Our resources are limited, but our vision is not! 🚀

Roadmap

Where We Are Now

So far, we've built the foundation: raw logs that are parsed, normalized, and enriched with great visualizations for analysis. You can hunt threats manually with powerful dashboards that surface patterns across millions of logs.

But we're just getting started.

The next logical step? Alerts, right?

Wrong.

Alert Fatigue

Let's be real: throwing countless detection rules to generate countless alerts is just not serious. Our day-to-day as blue teamers is dealing with false positives 99% of the time. We don't want more of that sh*t!!!

Every SIEM vendor promises "correlation". Then you deploy it, and within a week, you're drowning in alerts. You tune the rules. Adjust the thresholds. Whitelist the exceptions. And within a month, you've created a Frankenstein monster of overlapping rules with so many exceptions that no one really remembers why they were there in the first place, and still generate thousands of alerts.

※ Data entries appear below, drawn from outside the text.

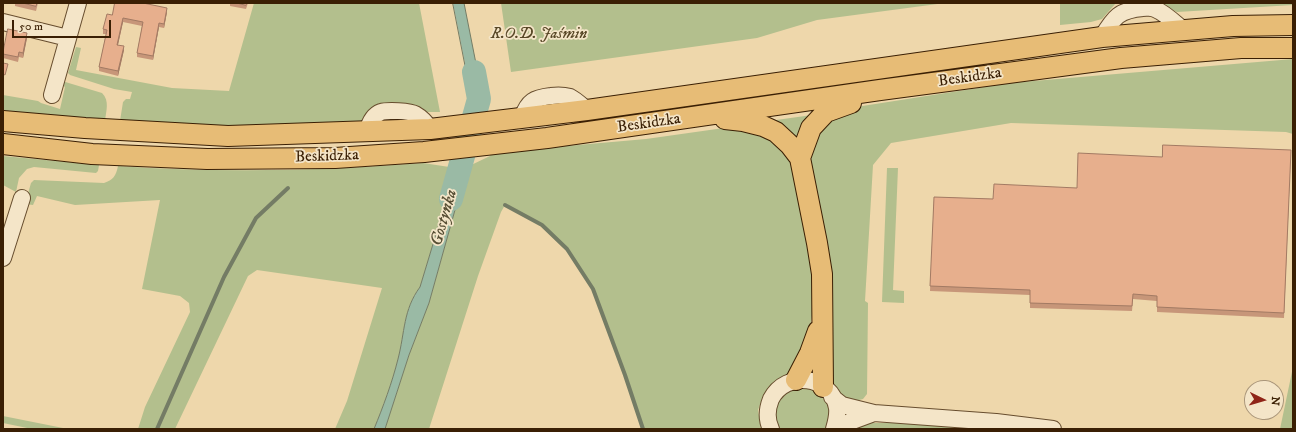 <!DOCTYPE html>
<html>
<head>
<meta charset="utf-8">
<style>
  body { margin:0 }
  #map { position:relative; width:1296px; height:432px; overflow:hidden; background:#eed7ab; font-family:"IM FELL DW Pica",serif }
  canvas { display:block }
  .frame { position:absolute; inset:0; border:4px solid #3a1f04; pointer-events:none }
  .north { position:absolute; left:1244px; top:380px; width:40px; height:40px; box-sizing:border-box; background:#f4e5c8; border:1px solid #aa967a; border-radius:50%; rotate:95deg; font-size:11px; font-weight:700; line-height:16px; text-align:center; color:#3a1f04 }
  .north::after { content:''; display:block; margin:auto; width:14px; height:18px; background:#8f2418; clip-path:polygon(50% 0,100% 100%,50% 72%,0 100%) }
  .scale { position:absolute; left:12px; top:20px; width:99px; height:18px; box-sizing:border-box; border:2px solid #3a1f04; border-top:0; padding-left:5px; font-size:12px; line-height:14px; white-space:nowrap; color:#3a1f04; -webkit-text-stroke:3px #f4e5c8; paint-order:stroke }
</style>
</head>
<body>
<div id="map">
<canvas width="1296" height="432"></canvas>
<div class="frame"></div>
<div class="north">N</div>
<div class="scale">50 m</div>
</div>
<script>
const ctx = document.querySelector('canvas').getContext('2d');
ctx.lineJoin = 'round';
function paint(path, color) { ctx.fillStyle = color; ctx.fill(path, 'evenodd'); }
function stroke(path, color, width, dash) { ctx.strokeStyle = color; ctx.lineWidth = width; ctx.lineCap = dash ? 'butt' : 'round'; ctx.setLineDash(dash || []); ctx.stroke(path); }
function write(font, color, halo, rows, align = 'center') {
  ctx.font = font + ' "IM FELL DW Pica",serif'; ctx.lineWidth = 3.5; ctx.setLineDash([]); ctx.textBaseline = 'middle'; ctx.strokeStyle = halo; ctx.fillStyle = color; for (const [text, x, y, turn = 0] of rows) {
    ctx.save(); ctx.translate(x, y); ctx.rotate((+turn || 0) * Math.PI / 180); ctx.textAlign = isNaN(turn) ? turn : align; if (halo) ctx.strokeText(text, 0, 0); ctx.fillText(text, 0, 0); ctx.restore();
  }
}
paint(new Path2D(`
  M254 3H419L440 112H376L365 122 275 126 178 125 120 121 123 102 126 99H130L132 92 114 89 70 75 68 73 76 47 81 48 76 70 172 88 229 91Z
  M501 3H945L817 20 757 38 511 72Z
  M1060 3H1116L1102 19 1091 22 1060 25Z
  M1159 3H1293V5L1177 12Z
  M1293 59V134L1286 132 1011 123 891 143 873 165 865 301 868 303 867 394 863 399C849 404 840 394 831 385L807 156 826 119 856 107 1010 83Z
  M62 81 102 93C110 101 106 111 105 121L3 112V95L38 101 41 103 60 109 65 87 61 84Z
  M812 115 797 147 769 121Z
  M738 126 765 131 790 158 813 261 817 307 812 316 807 342 795 369 771 385 762 399 758 410 761 429H643L593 289 567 249 542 225 505 205 501 212 478 276 429 429H385L409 355 429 303 467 167 490 156 491 154 521 150 646 139Z
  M3 156 99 165 98 171 96 173 34 167 27 169 19 178 16 192 3 185Z
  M423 163 456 168 420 287C403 309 405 333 398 359 392 383 383 407 374 429H335L347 401 382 288 257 270 248 276 175 429H138L145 407 190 312 189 303 180 296 142 289 160 200 75 205 37 196 33 205 25 204 31 183 34 180 104 183C113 180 116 176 118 166 220 173 322 171 423 163Z
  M887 168H898L893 290 904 291V303L882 302Z
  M1293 367V429H1280Z
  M809 386C828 400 835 404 827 429H776L773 408 782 392Z
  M3 416 68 429H32L3 423Z
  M866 423H913L969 429H844Z`), '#b3bf8d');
const water = new Path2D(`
  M453 3H464L484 104H473Z
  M467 167 429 303 409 355 385 429H374C383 407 392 383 398 359 405 332 403 310 420 287L456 168Z`);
paint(water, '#9abaa5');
stroke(water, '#747c65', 1);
stroke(new Path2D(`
  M505 205 542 225 567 249 593 289 625 375 643 429
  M157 429 224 277 256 218 288 188`), '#747c65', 4);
stroke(new Path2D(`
  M451 199 479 99 474 72`), '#9abaa5', 24);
const minor = new Path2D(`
  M3 22 68 38
  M1102 37C1114 17 1119 10 1143 8 1147 8 1151 7 1155 9 1165 13 1174 22 1182 29
  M52 95 78 3
  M522 118C528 101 534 98 551 96 558 95 563 95 570 97 576 100 582 106 587 110
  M367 132C369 124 373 115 381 112 387 110 410 111 415 114 422 118 426 122 430 129
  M3 258 22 198
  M832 397 842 405 874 413 996 422 1053 429
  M771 429C766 419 767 409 771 399 786 370 831 375 837 408 838 415 836 422 834 429
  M838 429 847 423 874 413`);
const major = new Path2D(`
  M725 119 743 121 763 126 776 132 790 145 800 158 817 243 822 274 823 387
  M3 121 85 128 228 136 430 129 587 110 1102 37 1233 26 1293 25
  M3 144 92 154 207 159 335 158 424 152 547 138 880 90 1121 58 1241 48H1293
  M800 158 811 128 826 112 851 103
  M796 380 810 353 818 331`);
stroke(minor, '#674d2e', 18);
stroke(major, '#3a1f04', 22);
stroke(minor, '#f4e5c8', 16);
stroke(major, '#e7bc76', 20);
paint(new Path2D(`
  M15 3H38L36 11 15 6Z
  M230 3H248L246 9 230 6Z
  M167 12 164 28 159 27 153 60 137 57V53L142 26 123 22 118 45 124 50 118 76 99 71V67L106 34H103V29L112 15Z
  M27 38 23 58 19 57 18 62 3 58V53Z
  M1291 150 1284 318 1157 312V301L1133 299 1132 311 1030 308V295L930 291 934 197 993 199 1077 188 1162 157Z`), '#c79679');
paint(new Path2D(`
  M167 8V12L164 28V24Z
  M123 18V22L117 49V45Z
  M159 23V27L153 60V56Z
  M27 33V38L23 58V53Z
  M124 46V50L118 76V71Z`), '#a27a63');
const building = new Path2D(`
  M23 3H37L36 6Z
  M115 3H143L167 8 164 24 159 23 153 56 137 53 143 22 123 18 117 45 124 46 118 71 99 67 107 30 103 29 107 14 112 15Z
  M237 3H247L246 5Z
  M8 29 27 33 23 53 19 52 18 57 3 54Z
  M3 63 8 64 5 75 3 74Z
  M1163 145 1291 150 1284 313 1157 307V296L1133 294 1132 306 1030 303V290L930 286 934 197 993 199 994 184 1077 188 1078 153 1162 157Z`);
paint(building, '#e7af8d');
stroke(building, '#a27a63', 1);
write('italic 16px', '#584726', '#f4e5c8', [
  ["R.O.D. Jaśmin",539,35]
]);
write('16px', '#3a1f04', '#f4e5c8', [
  ["Beskidzka",970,78,-8],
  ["Beskidzka",649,124,-8],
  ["Beskidzka",327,157,-2]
]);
write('italic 17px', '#574e34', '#f4e5c8', [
  ["Gostynka",445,218,-74]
]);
</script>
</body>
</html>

Correlation has become a hell instead of the promised wonderland we were told.

A Different Approach: Making sense out of firewall logs

We need to think fundamentally different.

The problem isn't that we lack rules — we have too many.

The problem isn't that we lack detections — we're drowning in it.

The problem is that traditional rule-based detection doesn't apply to the information and volume of network traffic.

A rule like

"if X happens, then alert"

really does not make any sense for network logs because each individual log is almost worthless.

As we discussed previously on The Challenge, we need to see the whole forest, not an specific tree. We need systems that understand context, learn baselines, and surface truly anomalous behavior.

Dimensional Data Modeling

The new 5 4-tupple

Firewall datasets contain over 200 fields. We can't pivot on all of them.

We need to choose core anchors that become the foundation for our analysis.

These are our dimensions:

new 4 tupple

  • Source IP
  • Destination IP
  • Service (Protocol/Destination Port)
  • Application

Every query, every visualization, every anomaly detection model — they all orbit around these core entities.

There are also some other dimensions we might want to pivot our analysis from, but they can mostly be derived from the anchors ones, like:

  • Users
  • Source/Destination Zones - Internal, DMZ, Internet, Partner networks
  • Device Types - Workstation, server, mobile, IoT
  • Geographic Context - Country, region for external IPs

Model Your Infrastructure, Not Hard-Code Exceptions

Not all the information comes in our firewall logs.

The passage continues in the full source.